● Problem details: Where does the word "NEWGATE" occur in the data below? Copy each line that holds it.
--- Dataset records Enclosed Below ---
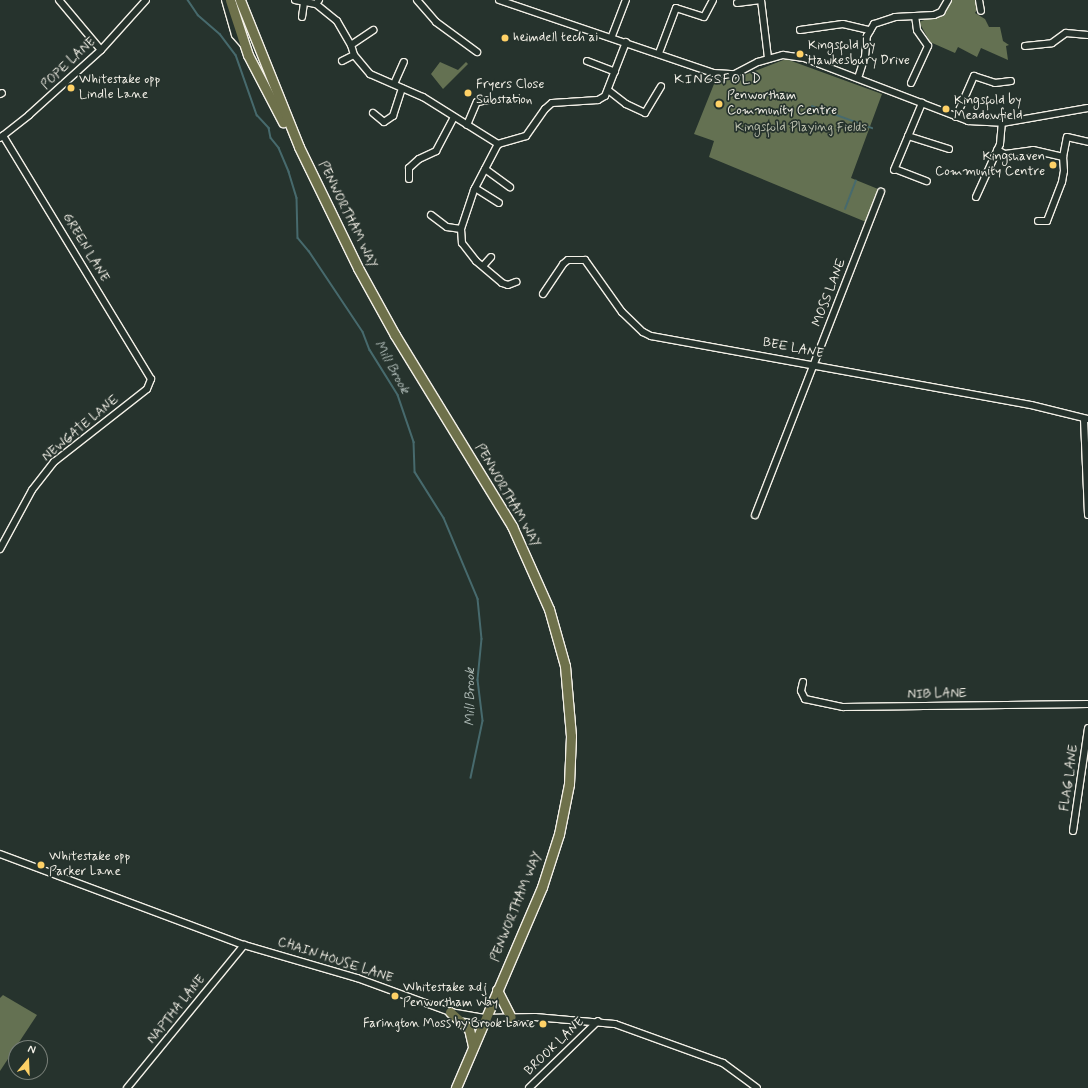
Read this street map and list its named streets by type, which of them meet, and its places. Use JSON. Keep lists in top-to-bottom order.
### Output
{
  "streets": {
    "highway": ["PENWORTHAM WAY"],
    "street": [
      "POPE LANE",
      "GREEN LANE",
      "MOSS LANE",
      "BEE LANE",
      "NEWGATE LANE",
      "NIB LANE",
      "FLAG LANE",
      "CHAIN HOUSE LANE",
      "NAPTHA LANE",
      "BROOK LANE"
    ]
  },
  "crossings": [
    ["POPE LANE", "GREEN LANE"],
    ["PENWORTHAM WAY", "CHAIN HOUSE LANE"],
    ["GREEN LANE", "NEWGATE LANE"],
    ["MOSS LANE", "BEE LANE"],
    ["CHAIN HOUSE LANE", "NAPTHA LANE"],
    ["CHAIN HOUSE LANE", "BROOK LANE"]
  ],
  "districts": ["KINGSFOLD"],
  "water": ["Mill Brook"],
  "parks": ["Kingsfold Playing Fields"],
  "places": [
    "heimdell tech ai",
    "Kingsfold by Hawkesbury Drive",
    "Whitestake opp Lindle Lane",
    "Fryers Close Substation",
    "Penwortham Community Centre",
    "Kingsfold by Meadowfield",
    "Kingshaven Community Centre",
    "Whitestake opp Parker Lane",
    "Whitestake adj Penwortham Way",
    "Farington Moss by Brook Lane"
  ],
  "north": "top"
}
--- End of Enclosed Dataset records ---
● Result of this task:
      "NEWGATE LANE",
    ["GREEN LANE", "NEWGATE LANE"],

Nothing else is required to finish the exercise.